Salmon is often the dullest item on a restaurant menu. Timothy's, though, knows how to jazz it up. The fillet, cooked to proper flaky specifications, arrives wrapped in phyllo dough, and comes gilded with corn salsa and spinach. An unexpected dash of slow-burning chile adds flavor harmony.
Grilled breast of duck, glazed with sesame, orange and ginger, sends out an irresistible blend of scents. The meat is wonderfully moist, and the zesty, curried lo mein side dish is just one more indication that the chef refuses to sleepwalk through his dinner performance.
Desserts don't miss a beat. The housemade tuxedo pie is a sweet way to finish up. It's a big, chewy chocolate truffle; creamy and rich. And there's no stinting on the cheese in the dense raspberry cheesecake. The only false note? It's the coffee, which tasted like it was brewed in the Jazz Age.
An evening at Timothy's is not cheap. While there's no cover, the price of entertainment has surely been factored into the menu. Two entrees, with shared appetizer and dessert, can run two people $55 to $65, before adding on drinks, tax and tip.

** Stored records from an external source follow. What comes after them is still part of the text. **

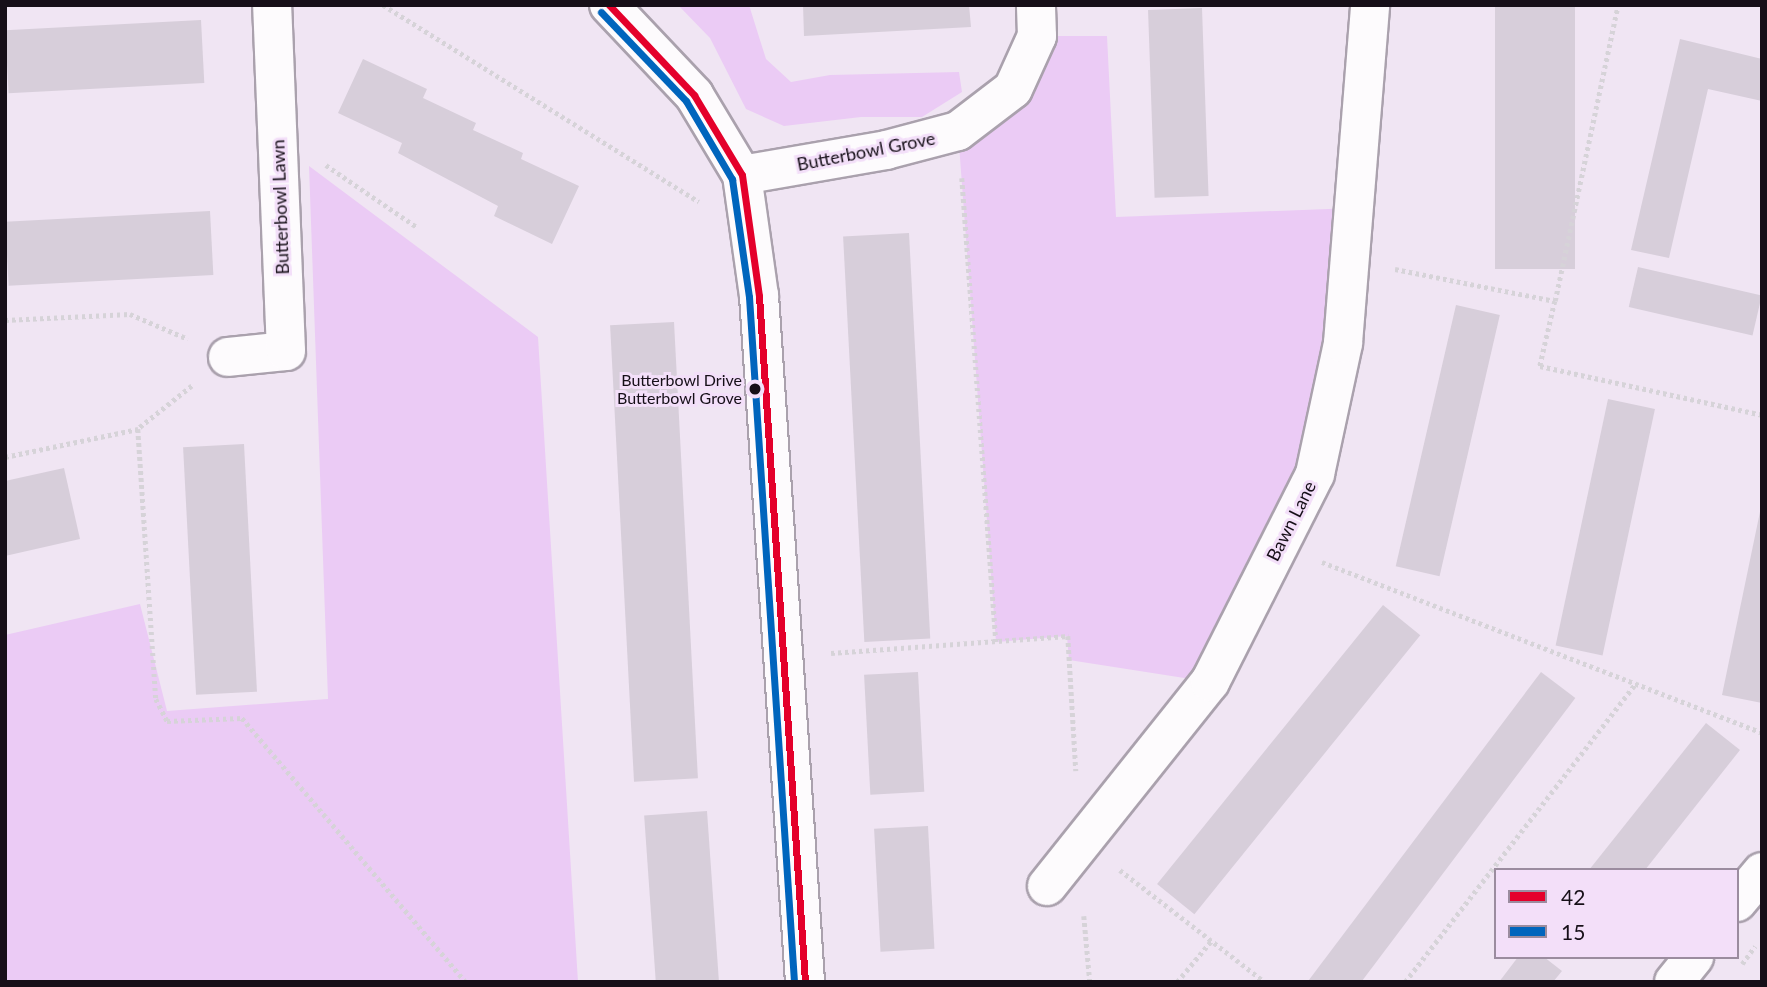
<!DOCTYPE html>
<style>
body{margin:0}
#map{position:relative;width:1767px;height:987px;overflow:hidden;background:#f0e5f3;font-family:Lato,sans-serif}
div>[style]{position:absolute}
.green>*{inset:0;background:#ebcbf5}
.building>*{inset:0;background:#d7ceda;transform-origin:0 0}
.path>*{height:4.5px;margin-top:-2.25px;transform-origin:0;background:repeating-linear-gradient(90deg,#d6d3d8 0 3.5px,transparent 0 7px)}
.roads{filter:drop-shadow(2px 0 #aaa1ad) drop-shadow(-2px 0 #aaa1ad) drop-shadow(0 2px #aaa1ad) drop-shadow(0 -2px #aaa1ad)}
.minor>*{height:38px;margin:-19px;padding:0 19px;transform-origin:19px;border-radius:19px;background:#fdfbfd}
.bus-1>*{height:7px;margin:-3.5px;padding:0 3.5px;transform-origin:3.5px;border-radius:3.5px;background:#e4002b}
.bus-2>*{height:7px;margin:-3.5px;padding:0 3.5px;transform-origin:3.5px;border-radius:3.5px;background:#0065bd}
.dots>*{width:19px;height:19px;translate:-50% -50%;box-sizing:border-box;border:4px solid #f3dff9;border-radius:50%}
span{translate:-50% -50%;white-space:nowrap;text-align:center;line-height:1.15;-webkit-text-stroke:6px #f3dff9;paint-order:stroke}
.bus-label{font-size:16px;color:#160f18}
.right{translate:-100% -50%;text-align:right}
.street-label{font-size:18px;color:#160f18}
.frame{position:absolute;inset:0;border:7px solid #160f18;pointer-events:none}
.legend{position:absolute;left:1494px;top:868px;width:245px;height:91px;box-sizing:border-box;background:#f3dff9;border:2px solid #9b8c9f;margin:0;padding:9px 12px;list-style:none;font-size:21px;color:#160f18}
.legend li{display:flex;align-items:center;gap:14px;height:35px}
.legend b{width:35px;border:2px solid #9b8c9f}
</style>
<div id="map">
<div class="green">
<i style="clip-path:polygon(678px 5px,749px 5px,766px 59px,791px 82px,830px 75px,959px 72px,962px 92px,922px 117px,861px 117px,784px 126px,746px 109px,710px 38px)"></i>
<i style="clip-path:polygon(1037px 36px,1107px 36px,1116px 217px,1354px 208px,1315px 474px,1210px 682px,1069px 660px,1067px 636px,996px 642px,958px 131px)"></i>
<i style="clip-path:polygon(309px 166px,538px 337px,578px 982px,5px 982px,5px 635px,140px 604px,167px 711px,328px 699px)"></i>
</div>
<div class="building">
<i style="clip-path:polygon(803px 5px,969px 5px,971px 27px,804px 36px)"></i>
<i style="left:1495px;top:5px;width:80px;height:264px"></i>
<i style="left:1202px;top:8px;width:188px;height:54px;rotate:88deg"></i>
<i style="left:201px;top:20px;width:63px;height:196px;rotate:87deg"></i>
<i style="clip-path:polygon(1680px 39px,1762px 59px,1762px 101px,1708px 89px,1669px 258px,1631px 250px)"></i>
<i style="clip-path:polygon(363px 59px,427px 89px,423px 98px,476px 123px,473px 130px,523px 153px,521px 159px,579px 186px,552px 244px,494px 216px,498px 206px,398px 153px,402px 143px,338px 113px)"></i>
<i style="left:210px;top:211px;width:64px;height:205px;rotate:87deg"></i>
<i style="left:909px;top:233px;width:406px;height:66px;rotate:87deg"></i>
<i style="left:1638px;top:267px;width:127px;height:41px;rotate:13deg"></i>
<i style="left:1456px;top:305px;width:45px;height:268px;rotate:13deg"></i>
<i style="left:674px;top:322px;width:457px;height:64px;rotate:87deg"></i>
<i style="left:1608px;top:399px;width:48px;height:252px;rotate:12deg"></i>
<i style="left:244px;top:444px;width:248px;height:61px;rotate:87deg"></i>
<i style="clip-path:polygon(64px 468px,80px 539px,5px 556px,5px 481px)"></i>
<i style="clip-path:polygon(1761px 507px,1762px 507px,1762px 703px,1722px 695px)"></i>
<i style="left:1383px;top:605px;width:48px;height:359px;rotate:39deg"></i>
<i style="left:918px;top:672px;width:120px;height:54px;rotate:87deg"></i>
<i style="left:1541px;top:672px;width:43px;height:395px;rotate:37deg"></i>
<i style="clip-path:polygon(1706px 723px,1740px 750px,1645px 870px,1589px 870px)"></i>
<i style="left:707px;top:811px;width:171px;height:63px;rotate:86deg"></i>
<i style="left:928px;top:826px;width:123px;height:54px;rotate:87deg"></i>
<i style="clip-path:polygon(1518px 957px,1544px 957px,1562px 971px,1553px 982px,1499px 982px)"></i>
</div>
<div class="path">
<i style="left:383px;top:5px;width:372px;rotate:31.9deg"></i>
<i style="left:326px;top:165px;width:110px;rotate:34.3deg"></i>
<i style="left:962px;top:178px;width:465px;rotate:85.8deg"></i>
<i style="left:1395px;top:269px;width:163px;rotate:11.3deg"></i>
<i style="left:1555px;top:301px;width:303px;rotate:-78deg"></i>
<i style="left:1555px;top:301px;width:67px;rotate:103deg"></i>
<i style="left:1540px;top:366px;width:227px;rotate:12.4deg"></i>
<i style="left:5px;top:320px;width:125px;rotate:-2.7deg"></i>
<i style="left:130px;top:314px;width:63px;rotate:23.3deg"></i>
<i style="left:192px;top:386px;width:69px;rotate:141.5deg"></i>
<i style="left:138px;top:429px;width:271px;rotate:86.2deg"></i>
<i style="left:156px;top:699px;width:25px;rotate:63deg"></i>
<i style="left:167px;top:721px;width:75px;rotate:-2.3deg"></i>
<i style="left:242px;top:718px;width:346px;rotate:49.7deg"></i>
<i style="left:5px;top:457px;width:136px;rotate:-11.9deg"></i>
<i style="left:1322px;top:562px;width:472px;rotate:21.2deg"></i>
<i style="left:831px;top:653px;width:238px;rotate:-4.1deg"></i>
<i style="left:1068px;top:636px;width:135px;rotate:86.6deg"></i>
<i style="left:1120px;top:870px;width:183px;rotate:37.7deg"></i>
<i style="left:1084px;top:916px;width:66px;rotate:84.8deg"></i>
<i style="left:1742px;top:964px;width:22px;rotate:-54deg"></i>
<i style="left:1177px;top:982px;width:55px;rotate:-50.2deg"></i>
<i style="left:1405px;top:982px;width:376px;rotate:-52.3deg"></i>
</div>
<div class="roads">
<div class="minor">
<i style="left:609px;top:5px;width:124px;rotate:46.6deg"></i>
<i style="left:694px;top:95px;width:93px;rotate:59deg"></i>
<i style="left:742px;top:175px;width:122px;rotate:82deg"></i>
<i style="left:759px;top:296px;width:688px;rotate:86.16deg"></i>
<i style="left:742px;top:175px;width:146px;rotate:-9.8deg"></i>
<i style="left:886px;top:150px;width:74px;rotate:-14.8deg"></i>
<i style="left:958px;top:131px;width:69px;rotate:-37.4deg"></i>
<i style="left:1013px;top:89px;width:58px;rotate:-65.6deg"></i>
<i style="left:1037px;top:36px;width:31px;rotate:-92deg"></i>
<i style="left:228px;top:357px;width:58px;rotate:-5.9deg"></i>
<i style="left:286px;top:351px;width:346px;rotate:-92.3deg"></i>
<i style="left:1047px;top:886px;width:261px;rotate:-51.4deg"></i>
<i style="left:1210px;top:682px;width:233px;rotate:-63.2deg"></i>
<i style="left:1315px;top:474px;width:134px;rotate:-77.9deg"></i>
<i style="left:1343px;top:343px;width:339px;rotate:-85.4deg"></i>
<i style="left:1737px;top:902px;width:39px;rotate:-50deg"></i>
<i style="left:1674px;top:982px;width:32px;rotate:-51deg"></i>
</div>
</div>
<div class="bus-1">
<i style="left:609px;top:5px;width:124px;rotate:46.6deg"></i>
<i style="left:694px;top:95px;width:93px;rotate:59deg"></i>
<i style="left:742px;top:175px;width:122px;rotate:82deg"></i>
<i style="left:759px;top:296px;width:688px;rotate:86.16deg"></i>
</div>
<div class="bus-2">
<i style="left:601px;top:12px;width:123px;rotate:46.3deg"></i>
<i style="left:686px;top:101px;width:91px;rotate:59.5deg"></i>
<i style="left:732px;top:179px;width:119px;rotate:81.8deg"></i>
<i style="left:749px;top:297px;width:686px;rotate:86.24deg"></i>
</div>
<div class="dots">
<i style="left:755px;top:389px;background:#160f18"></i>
</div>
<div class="bus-label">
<span class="right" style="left:742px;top:389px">Butterbowl Drive<br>Butterbowl Grove</span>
</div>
<div class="street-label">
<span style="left:866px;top:151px;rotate:-11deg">Butterbowl Grove</span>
<span style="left:280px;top:207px;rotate:-92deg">Butterbowl Lawn</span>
<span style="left:1291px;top:521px;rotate:-63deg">Bawn Lane</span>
</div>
<div class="frame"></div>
<ul class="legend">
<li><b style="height:9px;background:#e4002b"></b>42</li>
<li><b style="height:9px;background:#0065bd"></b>15</li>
</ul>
</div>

It's hard to find any bargains on the extensive wine list, either: $30 for a Beaujolais Villages is more than three times the retail price. I paid $50 for a bottle of Veuve Cliquot yellow label champagne at one of this town's ritziest restaurants. Here it's $72. And a bottle of Santa Rita "120" Merlot goes for $21; it's five bucks at local supermarkets.